Obituary from the Watertown Daily Times of 29 Jan. 1954:  CLAYTON--John Lindsay, 87, once a member of a Scottish Highlanders regiment and active for years in Masonry here, died at 4 a.m. today at the home of a nephew, Clark Dano, outer James

    He had a slight heart condition the past four years and suffered a stroke Tuesday night after returning from a visit with relatives at Liverpool.  He was seriously ill since then.

    Funeral services will be at 2 p.m. Sunday at the Cummings funeral home, with Rev. Solomon A. Card, jr., pastor of the Methodist church, officiating.  Burial wil be in Clayton cemetery.  Friends may call at the funeral home tonight from 7
to 9 and Saturday from 3 to 5 and 7 to 9 p.m.

    Masonic services will be conducted at 7 p.m. Saturday at the funeral home by members of Clayton Lodge 296, F. & A. M., of which Mr. Lindsay was a tiler.

    Surviving are two sisters, Mrs. Frank (Jeanne) Dano, Clayton, and Mrs. Maggie Mitchell, Dundee, Scotland; a step-sister, Mrs. Annie Huneyman, Kielarsbrae, Scotland, eleven grandchildren and twelve great-grandchildren, in the United States
and in Scotland.

    Mr. Lindsay's only two children are dead.  Mrs. Earl (Ina) Garnsey, died Nov. 15, 1948, in a Watertown hospital.  John Lindsay of Liverpool died Dec. 10. 1953.  His sister, Mrs. Dano, 84, broke her leg in a fall on icy streets Jan. 16 and
will be unable to attend services.

    Mr. Lindsay was born June 5, 1866, at Sauchie, two miles from Aloa, Scotland, son of John and Mary Wilson Lindsay.  He was associated for years with schools in that country, serving as janitor, attendance officer and physical eduaction
teacher.  For nine years he was a member of the Argyle Highlanders regiment, serving, among other places, in India and China.

    He married Miss Georgina MacAllister in Sotland in 1896.  The couple came to this country in 1914, but Mrs. Lindsay returned to Scotland, where she died in 1933.  Mr. Lindsay made a number of trips to his native land.

    In this country Mr. Lindsay farmed with Clark Dano's family near Clayton Center and lived in the town of Clayton until his death.  he was active around the house until stricken Tuesday.

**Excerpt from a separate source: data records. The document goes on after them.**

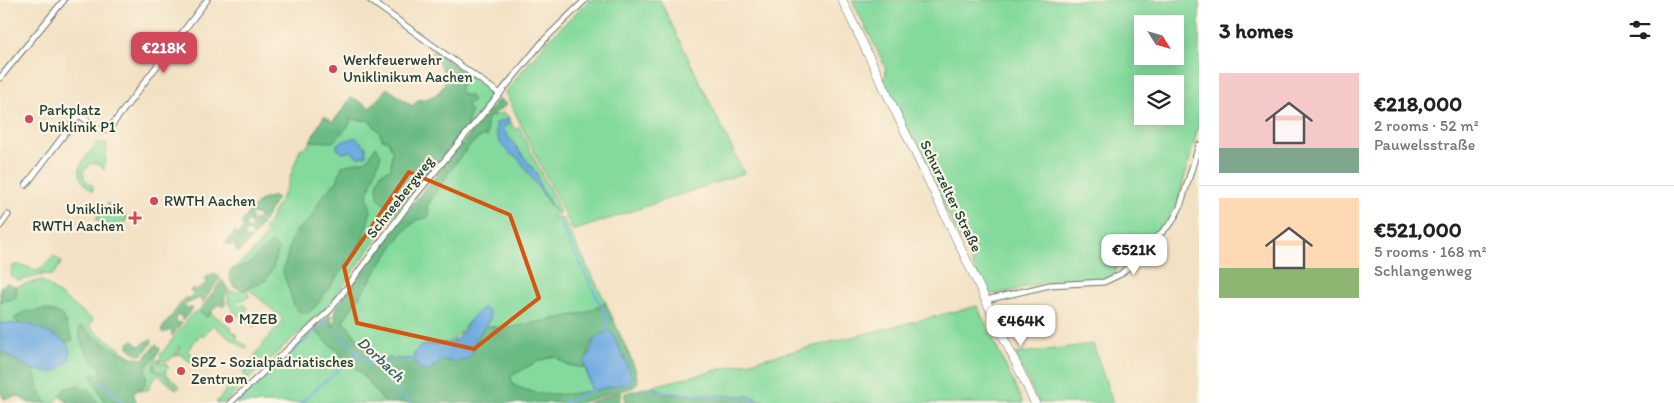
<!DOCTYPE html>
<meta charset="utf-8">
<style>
:root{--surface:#fff;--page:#f6f6f6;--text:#222;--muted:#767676;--line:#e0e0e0;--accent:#d1495b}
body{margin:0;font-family:Itim,sans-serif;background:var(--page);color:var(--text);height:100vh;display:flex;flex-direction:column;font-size:19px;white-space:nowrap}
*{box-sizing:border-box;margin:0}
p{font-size:16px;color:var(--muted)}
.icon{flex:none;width:28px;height:28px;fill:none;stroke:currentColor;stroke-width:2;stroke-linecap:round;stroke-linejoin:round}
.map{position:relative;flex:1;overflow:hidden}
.drawer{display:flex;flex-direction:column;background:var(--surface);width:475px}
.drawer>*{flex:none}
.needle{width:32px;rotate:127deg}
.buttons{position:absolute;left:1134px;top:15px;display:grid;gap:10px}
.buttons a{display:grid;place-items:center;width:50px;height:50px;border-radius:0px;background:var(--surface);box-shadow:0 2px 12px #0003;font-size:25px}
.price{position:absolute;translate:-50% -42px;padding:0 11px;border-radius:10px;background:#fff;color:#222;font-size:16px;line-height:32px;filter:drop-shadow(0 1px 2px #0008)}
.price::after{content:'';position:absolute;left:50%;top:30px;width:15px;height:11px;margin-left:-8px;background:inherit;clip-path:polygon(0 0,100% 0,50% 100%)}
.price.on{background:var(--accent);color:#fff}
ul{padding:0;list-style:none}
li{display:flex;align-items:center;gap:15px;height:125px;padding:0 20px}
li+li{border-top:1px solid var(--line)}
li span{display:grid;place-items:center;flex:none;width:140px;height:100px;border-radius:0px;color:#555}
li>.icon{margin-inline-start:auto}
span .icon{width:60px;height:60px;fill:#fffc;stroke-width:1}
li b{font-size:21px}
h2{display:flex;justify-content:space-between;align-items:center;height:60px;padding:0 20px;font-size:21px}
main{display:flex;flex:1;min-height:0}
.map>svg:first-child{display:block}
.green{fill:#84da9d;stroke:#528c68;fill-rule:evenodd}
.forest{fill:#6bba84;stroke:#457c5c;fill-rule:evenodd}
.water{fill:#70abe1;stroke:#48748a}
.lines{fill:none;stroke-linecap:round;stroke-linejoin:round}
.stream{stroke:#70abe1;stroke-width:2}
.street-casing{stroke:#697666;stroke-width:7}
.secondary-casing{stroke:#697666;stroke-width:9}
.street{stroke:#fff;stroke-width:5}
.secondary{stroke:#fff;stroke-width:8}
.marked{fill:none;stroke:#d45610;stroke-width:4;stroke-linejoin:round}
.poi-dot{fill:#d1495b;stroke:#fcf5e5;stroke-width:2}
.labels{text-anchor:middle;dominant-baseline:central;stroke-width:4.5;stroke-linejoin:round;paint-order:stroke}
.poi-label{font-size:15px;fill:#1f3d34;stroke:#fcf5e5;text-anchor:start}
.street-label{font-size:15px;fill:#1f3d34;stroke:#fcf5e5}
.water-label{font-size:16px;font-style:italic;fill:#375e68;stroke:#fcf5e5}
</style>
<main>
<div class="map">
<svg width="1199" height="403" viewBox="0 0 1199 403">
<rect width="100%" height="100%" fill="#fcf5e5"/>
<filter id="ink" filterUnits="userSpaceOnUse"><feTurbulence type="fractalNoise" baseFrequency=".02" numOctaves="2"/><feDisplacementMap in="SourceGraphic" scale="10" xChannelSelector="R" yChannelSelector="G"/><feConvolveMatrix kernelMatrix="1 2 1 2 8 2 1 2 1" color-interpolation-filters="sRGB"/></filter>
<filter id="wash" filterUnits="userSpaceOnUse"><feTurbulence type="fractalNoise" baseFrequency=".0096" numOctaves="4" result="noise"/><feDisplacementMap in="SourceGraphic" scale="20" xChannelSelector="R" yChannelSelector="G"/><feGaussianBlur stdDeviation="1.12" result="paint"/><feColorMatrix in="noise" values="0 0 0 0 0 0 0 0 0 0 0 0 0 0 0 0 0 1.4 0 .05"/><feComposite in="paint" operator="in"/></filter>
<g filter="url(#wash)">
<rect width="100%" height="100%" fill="#f3e1c3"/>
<g class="green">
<polygon points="589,0 660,0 744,173 573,231 505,92 547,41"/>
<path d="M 852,0 L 1199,0 L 1199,124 L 1177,205 L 1162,228 L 1124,268 L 1123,257 L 1118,256 L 1115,275 C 1095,286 1072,280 1050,282 C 1030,284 1011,293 990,294 L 984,288 L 883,79 L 886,74 L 885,66 ZM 1142,24 L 1175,24 L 1175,56 L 1142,56 ZM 1142,84 L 1175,84 L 1175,116 L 1142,116 Z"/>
<path d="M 433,49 L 487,88 L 491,94 L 490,99 L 398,210 L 329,305 L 247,380 L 243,373 L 247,370 L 257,352 L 283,319 L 229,272 L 250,255 L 268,233 L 264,231 L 286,189 L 300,149 L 308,146 L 324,116 L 333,122 L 352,97 L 370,108 L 387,88 L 412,106 L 418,100 C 431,99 441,94 446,80 L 441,64 L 430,56 Z"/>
<path d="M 503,113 L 507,115 L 515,130 L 519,127 L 559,209 L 559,213 L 552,217 L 553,220 L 558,217 L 563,219 L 606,303 L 585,313 L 503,329 L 486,325 L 491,317 L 467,323 C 448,356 435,334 414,353 L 413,359 L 372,358 L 343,320 L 402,233 L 417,220 L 429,215 L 427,206 C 442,184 461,149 483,135 L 486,137 L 486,124 L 489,117 Z"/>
<path d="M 98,142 L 107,144 L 104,170 L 100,165 L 92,163 L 83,171 L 85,180 L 93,186 L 93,191 C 67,174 84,159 98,142 Z"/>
<polygon points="108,203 128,218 115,234 96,219"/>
<path d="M 54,256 L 62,262 L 52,276 L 40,273 L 43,275 L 18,281 L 11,276 L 12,267 L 15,265 C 42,265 28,283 54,256 Z"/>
<polygon points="41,280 93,320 89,327 146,367 157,354 153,370 163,374 177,390 158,375 154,378 148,390 139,391 146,384 147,375 133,394 137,403 69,403 60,396 54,403 39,403 0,373 0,301 4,301 17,293 16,287"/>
<path d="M 242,289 L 247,290 L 249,297 L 236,302 L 239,305 L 244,304 L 248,308 L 244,314 L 251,319 L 254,315 L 259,320 L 254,327 C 242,318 223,309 229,291 L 239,292 Z"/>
<polygon points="977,306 1023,403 769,403 748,396 667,394 653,386"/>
<polygon points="199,311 207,317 211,313 232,329 231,331 238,336 236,339 247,346 245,349 212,325 203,337 200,335 187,351 203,364 200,368 179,354 174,357 181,348 178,345 179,348 170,360 160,361 161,354 193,313"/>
<polygon points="314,330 361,373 385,403 235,403"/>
<polygon points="1093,344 1113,403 1039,403 1015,354"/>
<path d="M 554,356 L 568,365 L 585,368 L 592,391 C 564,397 536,401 512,384 L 511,376 L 536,362 Z"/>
<polygon points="158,359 161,364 167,362 166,364 169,367 165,372 180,387 178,389 164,373 154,369"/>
<polygon points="237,381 243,384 225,403 216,403 227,389 223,386 226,382 231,385"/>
</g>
<g class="forest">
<path d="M 433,49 L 460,69 L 461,86 L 459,90 L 465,96 L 469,95 L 473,100 L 466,106 L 471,110 L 467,126 L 398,210 C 377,207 373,191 381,173 L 391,169 L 392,150 L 388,141 L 382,139 L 380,133 L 370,121 L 350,119 L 350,124 L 333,142 L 310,141 L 324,116 L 333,122 L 352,97 L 370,108 L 387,88 L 412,106 L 418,100 C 447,99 455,72 430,56 Z"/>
<path d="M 501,100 L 506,104 L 505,106 L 487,119 L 487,137 L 483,135 C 461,149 442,184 427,206 L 429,215 L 427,218 L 417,220 L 402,233 L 343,321 L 372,358 L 413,359 L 417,367 L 422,371 L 444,360 L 455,362 L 472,354 L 476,339 L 486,325 L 503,329 L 585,313 L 606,303 L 635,368 L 638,382 L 634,387 L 580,403 L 385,403 L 361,373 L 314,330 L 329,315 L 331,316 L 333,327 L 335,321 L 335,309 L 415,201 L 497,101 ZM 592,341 L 630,378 L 628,381 C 591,392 547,403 512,384 L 511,376 L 536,362 L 554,356 L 568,365 L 585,368 L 584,361 L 587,358 Z"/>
<polygon points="376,146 381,155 367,196 371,211 362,242 316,306 308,313 301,313 294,305 283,272 291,241 297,230 311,218 321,198 337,181 342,166 367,160"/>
<polygon points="274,196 277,198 263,222 258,218 259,214 253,214 251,211 259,201"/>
<polygon points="250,211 252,221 257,219 262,224 257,231 251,226 251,222 246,223 246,229 250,228 256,233 253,237 251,231 245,232 245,238 252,239 238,253 235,248 236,243 229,245 226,243 236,230 235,234 237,235 244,227 241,224"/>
<polygon points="273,243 278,249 273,268 265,281 244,290 234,287 229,276 230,272 251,262 261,251"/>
<polygon points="214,273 220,278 202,303 200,298 186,304 183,301 186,297 189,299 193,294 190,291 192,288 196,290 207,283 205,278"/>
<polygon points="222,280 228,289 224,299 226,303 223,307 218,304 207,317 199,311"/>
<polygon points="7,283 16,287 16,297 10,300 0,301 0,287"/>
<polygon points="182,302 187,308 193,308 183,321 181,319 182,315 176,316 176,322 182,323 172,336 171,330 163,333 161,330"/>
<polygon points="45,309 62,315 73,340 66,342 19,323 14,319 24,312"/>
<path d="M 83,327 C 94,338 128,360 144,359 L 156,344 L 159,347 L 160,351 L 146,366 L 146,384 L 133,394 L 137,403 L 105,403 L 92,376 L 102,372 C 101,365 94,363 90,357 C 84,350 78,337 79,328 Z"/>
<polygon points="151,339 152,343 142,355 138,355 128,347 128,344 132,340 139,346"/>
<polygon points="0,352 34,370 38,387 46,403 29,403 18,396 4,399 0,392"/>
<polygon points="77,385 90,390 98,403 69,403 60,396 66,388"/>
<polygon points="653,386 667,394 749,396 769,403 625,403 625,393"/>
<polygon points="621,393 619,403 588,403 619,393"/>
</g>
<g class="water">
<polygon points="509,118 511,123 502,128 537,174 541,188 555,212 518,158 509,153 500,143 496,131 496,123"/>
<polygon points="355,137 366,147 366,156 360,156 359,158 351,151 343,153 337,149 337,144"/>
<path d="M 483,308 L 488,310 L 491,317 L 476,339 L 472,354 L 467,360 L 455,362 L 444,360 L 427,372 L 417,367 C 415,362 412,357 415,352 C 422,340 441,347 452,342 C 466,334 468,316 483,308 Z"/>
<path d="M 0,323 L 30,324 L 58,337 L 67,343 L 70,350 L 69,360 C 51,387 19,363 0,349 Z"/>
<path d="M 611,331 L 630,370 L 632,378 L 628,383 L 592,391 L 584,361 C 598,349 584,337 611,331 Z"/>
</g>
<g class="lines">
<g class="stream">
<polyline points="558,219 607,318 607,332"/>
<polyline points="335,331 411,403"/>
<polyline points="368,362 414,360"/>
<polyline points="628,379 633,383"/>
<polyline points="100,381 123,403"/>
<polyline points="649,391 748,398 761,403"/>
<polyline points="237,403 325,322 329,325"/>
<polyline points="300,403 358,353"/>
<polyline points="563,403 593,390"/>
</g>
</g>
</g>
<g filter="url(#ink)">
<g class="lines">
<g class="street-casing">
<g id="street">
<polyline points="370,0 500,94"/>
<polyline points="0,78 64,0"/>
<polyline points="26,185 79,115 102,131 109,129 207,0"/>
<polyline points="0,226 8,215"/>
<polyline points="986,300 1050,285 1104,282 1121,274 1172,222 1180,207 1199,145"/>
<polyline points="230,403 330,310 414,197 544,40 585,0"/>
</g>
</g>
<g class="secondary-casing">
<polyline id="secondary" points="842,0 1035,403"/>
</g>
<use href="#street" class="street"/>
<use href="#secondary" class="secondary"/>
</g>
</g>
<path class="marked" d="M 409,172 L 510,215 L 539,298 L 474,349 L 357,323 L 344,267 Z"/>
<g class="poi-dot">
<circle cx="333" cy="69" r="5"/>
<circle cx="29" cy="119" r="5"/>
<circle cx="154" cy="201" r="5"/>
<path d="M132.5 210.5h5v5h5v5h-5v5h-5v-5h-5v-5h5z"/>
<circle cx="229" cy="319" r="5"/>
<circle cx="181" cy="371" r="5"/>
</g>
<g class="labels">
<g class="poi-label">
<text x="343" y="60">Werkfeuerwehr<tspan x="343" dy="17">Uniklinikum Aachen</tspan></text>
<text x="39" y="110">Parkplatz<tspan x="39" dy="17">Uniklinik P1</tspan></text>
<text x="164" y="201">RWTH Aachen</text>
<text x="124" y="209" text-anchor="end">Uniklinik<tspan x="124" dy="17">RWTH Aachen</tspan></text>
<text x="239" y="319">MZEB</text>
<text x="191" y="362">SPZ - Sozialpädriatisches<tspan x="191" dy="17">Zentrum</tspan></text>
</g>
<g class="street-label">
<text transform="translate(951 196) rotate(64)">Schurzelter Straße</text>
<text transform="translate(400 197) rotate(-52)">Schneebergweg</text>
</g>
<g class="water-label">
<text transform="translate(381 359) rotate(43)">Dorbach</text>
</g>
</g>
</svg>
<div class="buttons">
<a><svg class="needle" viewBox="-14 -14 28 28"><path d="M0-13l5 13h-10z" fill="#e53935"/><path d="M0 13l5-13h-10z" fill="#767676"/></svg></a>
<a><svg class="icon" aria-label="layers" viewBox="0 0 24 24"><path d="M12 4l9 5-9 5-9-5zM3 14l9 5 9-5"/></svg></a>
</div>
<b class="price on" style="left:164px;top:74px">€218K</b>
<b class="price" style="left:1134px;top:276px">€521K</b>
<b class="price" style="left:1021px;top:347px">€464K</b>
</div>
<section class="drawer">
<h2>3 homes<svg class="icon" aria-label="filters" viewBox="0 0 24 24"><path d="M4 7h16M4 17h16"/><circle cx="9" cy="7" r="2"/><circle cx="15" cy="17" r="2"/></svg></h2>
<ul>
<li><span style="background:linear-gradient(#f6c9c9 75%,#7fa58c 0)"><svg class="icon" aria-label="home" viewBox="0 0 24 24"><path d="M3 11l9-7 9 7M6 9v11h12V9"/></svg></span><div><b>€218,000</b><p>2 rooms · 52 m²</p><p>Pauwelsstraße</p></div></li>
<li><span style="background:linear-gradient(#ffd9b3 70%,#8fb573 0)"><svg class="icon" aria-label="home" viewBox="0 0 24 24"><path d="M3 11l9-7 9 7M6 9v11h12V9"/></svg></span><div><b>€521,000</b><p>5 rooms · 168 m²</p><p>Schlangenweg</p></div></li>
</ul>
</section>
</main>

    He was employed as a servant and caretaker in his later years and lived with his son, John, at Liverpool, and a niece, Mrs. Gerald Parker, Clayton, before moving to live with the Danos six years ago.  He was active with his hobby of
raising gladiolas.

    A member of Lodge 296 for 20 years, he was also a member and served as tiler for several terms of Chapter 301, Royal Arch Masons.  After his retirement he helped take care of the Masonic rooms.